• YOUR INSTRUCTIONS: Scan the records below. List lines holding "Elevasi".

[Stored data]
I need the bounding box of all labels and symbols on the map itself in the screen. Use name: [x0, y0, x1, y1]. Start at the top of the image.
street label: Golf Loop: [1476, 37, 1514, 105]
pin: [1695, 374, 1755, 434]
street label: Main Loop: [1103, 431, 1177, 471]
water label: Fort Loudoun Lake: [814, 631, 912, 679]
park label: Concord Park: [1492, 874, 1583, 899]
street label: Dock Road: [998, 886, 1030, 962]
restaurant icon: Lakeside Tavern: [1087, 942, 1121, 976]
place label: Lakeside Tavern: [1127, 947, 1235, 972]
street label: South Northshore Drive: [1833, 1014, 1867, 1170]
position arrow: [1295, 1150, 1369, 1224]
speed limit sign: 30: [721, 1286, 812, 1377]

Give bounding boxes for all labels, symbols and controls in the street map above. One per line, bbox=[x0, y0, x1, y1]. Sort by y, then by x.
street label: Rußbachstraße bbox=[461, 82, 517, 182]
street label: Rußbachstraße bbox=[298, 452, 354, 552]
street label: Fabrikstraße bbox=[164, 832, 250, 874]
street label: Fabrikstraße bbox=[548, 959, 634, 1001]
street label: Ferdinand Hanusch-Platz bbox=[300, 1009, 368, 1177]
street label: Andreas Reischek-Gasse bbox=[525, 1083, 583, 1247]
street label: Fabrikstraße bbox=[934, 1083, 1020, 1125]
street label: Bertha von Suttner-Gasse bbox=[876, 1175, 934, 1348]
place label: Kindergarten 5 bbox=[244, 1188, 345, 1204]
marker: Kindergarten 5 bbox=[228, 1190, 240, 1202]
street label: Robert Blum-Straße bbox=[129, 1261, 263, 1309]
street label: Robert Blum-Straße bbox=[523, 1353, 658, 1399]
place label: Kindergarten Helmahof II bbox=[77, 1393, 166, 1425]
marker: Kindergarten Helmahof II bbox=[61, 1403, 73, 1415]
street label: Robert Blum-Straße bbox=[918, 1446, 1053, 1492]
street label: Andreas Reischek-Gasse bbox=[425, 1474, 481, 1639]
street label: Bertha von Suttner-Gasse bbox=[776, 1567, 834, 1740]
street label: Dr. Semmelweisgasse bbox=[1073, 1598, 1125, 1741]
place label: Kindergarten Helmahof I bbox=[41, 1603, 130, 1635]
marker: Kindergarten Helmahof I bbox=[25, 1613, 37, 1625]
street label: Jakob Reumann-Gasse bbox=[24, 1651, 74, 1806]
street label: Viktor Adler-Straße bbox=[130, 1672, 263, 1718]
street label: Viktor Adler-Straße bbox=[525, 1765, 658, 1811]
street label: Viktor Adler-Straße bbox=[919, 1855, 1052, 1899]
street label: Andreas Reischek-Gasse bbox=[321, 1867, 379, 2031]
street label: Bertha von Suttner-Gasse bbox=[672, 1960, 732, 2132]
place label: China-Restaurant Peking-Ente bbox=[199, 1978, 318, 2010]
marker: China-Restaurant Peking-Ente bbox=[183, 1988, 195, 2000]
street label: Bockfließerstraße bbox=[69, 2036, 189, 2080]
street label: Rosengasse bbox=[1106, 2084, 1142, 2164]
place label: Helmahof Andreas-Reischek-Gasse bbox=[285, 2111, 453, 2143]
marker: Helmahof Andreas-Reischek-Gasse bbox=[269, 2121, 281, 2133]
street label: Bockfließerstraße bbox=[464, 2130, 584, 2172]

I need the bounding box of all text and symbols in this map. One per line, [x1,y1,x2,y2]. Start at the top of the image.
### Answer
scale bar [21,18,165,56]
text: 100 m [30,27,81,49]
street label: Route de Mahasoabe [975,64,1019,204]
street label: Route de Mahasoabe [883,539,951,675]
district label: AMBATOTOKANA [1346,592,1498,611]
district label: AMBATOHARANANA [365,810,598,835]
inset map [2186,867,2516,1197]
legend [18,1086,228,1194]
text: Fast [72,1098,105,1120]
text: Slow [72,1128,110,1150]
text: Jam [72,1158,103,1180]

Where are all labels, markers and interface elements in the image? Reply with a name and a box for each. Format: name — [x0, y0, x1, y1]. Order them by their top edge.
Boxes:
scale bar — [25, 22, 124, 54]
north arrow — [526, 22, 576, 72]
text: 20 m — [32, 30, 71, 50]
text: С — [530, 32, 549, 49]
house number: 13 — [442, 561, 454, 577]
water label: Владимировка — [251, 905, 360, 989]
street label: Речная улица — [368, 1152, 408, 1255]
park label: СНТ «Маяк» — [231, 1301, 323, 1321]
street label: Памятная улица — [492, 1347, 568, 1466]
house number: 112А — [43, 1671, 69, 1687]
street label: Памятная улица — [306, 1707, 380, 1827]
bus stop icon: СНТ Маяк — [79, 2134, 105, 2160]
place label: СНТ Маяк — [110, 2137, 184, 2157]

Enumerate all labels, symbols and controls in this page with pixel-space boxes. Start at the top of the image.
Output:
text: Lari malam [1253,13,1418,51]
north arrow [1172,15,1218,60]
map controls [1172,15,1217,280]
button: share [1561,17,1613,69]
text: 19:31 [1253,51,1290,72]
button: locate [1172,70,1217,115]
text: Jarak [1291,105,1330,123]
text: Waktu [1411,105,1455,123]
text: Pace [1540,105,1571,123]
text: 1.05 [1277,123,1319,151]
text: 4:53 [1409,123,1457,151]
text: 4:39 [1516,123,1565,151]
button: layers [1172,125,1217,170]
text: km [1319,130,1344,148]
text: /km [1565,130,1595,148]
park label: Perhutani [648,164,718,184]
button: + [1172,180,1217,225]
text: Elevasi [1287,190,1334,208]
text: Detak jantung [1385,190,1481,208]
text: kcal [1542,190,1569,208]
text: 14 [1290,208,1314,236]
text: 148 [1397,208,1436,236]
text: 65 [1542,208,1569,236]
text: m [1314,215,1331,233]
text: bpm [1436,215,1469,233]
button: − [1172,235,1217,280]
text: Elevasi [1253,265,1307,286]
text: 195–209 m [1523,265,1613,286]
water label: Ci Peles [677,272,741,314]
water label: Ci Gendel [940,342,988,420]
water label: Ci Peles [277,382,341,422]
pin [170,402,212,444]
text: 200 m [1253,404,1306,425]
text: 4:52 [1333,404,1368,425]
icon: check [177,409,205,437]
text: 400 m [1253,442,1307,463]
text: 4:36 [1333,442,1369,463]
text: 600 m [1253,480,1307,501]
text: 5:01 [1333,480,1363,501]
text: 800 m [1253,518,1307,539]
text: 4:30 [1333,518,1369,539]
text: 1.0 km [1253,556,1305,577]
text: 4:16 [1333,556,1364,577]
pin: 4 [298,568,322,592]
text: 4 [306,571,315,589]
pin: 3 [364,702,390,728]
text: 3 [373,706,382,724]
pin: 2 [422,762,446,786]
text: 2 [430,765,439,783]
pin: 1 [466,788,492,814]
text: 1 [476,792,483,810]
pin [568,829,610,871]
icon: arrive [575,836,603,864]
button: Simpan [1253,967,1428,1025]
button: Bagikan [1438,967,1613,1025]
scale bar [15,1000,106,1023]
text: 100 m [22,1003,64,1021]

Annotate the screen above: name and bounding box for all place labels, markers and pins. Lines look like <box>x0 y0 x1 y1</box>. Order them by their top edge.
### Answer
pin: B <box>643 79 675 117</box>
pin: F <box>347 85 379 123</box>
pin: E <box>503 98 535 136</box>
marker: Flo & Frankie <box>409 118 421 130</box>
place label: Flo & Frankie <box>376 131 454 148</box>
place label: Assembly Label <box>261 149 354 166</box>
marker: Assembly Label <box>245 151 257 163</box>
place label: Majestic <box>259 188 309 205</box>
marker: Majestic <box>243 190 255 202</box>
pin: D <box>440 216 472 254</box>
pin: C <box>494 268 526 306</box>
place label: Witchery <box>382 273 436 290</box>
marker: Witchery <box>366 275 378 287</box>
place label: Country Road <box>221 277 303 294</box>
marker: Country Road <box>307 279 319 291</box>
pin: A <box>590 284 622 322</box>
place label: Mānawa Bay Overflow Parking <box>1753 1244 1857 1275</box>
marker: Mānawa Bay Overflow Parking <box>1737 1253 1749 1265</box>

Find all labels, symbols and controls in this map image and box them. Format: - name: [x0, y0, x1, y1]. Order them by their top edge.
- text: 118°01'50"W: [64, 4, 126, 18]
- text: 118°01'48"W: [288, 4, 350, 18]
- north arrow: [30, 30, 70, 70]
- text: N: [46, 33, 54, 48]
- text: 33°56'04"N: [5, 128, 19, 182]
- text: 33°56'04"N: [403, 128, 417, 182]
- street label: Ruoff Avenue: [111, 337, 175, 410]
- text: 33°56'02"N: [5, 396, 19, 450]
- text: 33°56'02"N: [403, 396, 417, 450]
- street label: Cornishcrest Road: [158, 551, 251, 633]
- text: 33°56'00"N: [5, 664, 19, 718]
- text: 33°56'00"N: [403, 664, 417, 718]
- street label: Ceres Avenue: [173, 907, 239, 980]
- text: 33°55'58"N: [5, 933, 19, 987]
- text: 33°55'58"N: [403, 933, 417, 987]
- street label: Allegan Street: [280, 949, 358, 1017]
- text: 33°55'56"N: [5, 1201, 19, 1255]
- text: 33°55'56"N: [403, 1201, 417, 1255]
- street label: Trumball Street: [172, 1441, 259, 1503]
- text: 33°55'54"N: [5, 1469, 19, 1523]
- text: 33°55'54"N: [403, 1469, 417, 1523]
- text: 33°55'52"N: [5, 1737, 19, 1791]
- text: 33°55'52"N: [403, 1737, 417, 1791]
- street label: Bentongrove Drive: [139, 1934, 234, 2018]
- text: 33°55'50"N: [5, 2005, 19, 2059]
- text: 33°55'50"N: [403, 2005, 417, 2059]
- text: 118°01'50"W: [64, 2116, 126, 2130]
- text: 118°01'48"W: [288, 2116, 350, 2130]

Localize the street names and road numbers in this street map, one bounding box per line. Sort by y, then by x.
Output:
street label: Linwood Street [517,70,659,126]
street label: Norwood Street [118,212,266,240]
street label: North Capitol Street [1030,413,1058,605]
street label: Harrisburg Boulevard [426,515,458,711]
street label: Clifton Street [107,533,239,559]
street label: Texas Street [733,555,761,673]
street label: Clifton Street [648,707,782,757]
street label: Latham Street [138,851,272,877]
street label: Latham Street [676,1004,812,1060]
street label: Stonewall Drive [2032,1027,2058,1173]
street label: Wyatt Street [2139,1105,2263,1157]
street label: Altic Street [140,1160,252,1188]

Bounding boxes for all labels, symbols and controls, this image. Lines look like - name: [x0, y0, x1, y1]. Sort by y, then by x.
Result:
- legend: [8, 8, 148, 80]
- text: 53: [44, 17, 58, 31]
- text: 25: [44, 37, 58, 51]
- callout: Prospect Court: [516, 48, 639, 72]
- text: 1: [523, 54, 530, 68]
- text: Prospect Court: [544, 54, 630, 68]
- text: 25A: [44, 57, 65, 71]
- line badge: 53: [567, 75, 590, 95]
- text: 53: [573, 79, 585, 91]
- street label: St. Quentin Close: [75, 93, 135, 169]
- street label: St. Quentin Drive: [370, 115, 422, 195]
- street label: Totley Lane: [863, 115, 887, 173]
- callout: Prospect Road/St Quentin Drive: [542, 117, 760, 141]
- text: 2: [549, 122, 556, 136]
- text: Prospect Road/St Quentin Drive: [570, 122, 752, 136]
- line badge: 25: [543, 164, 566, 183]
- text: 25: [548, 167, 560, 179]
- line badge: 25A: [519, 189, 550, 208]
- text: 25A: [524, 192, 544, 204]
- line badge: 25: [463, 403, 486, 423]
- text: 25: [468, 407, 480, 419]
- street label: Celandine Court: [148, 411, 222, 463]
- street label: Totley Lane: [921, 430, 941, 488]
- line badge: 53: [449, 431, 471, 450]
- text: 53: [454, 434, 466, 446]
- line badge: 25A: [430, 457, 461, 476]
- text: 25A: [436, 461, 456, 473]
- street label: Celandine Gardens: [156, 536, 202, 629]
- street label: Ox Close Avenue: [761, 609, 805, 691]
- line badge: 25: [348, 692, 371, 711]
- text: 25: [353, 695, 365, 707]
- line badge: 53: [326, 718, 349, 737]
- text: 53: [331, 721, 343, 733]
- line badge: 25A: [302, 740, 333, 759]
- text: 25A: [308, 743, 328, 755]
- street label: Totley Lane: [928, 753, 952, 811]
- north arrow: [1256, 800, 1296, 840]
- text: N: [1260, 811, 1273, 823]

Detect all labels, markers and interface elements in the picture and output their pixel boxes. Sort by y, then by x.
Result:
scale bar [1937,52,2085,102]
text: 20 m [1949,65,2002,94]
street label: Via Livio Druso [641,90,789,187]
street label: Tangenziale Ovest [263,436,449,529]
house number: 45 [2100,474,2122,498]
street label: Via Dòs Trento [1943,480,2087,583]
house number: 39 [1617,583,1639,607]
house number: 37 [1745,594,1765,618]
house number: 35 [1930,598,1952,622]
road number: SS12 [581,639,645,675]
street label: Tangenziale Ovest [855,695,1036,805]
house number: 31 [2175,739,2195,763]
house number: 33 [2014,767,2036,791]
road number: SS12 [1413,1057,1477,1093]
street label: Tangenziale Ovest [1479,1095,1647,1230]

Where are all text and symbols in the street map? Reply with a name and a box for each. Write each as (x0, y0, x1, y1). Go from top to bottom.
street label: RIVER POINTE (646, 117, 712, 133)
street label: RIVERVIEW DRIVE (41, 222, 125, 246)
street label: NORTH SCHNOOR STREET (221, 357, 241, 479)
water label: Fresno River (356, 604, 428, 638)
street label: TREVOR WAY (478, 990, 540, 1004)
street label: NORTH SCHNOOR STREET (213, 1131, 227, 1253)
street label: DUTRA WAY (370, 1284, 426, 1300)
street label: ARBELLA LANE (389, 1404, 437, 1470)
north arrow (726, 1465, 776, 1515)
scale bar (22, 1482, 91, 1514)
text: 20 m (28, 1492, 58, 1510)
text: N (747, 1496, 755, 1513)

• WRITTEN RESPONSE:
text: Elevasi [1287,190,1334,208]
text: Elevasi [1253,265,1307,286]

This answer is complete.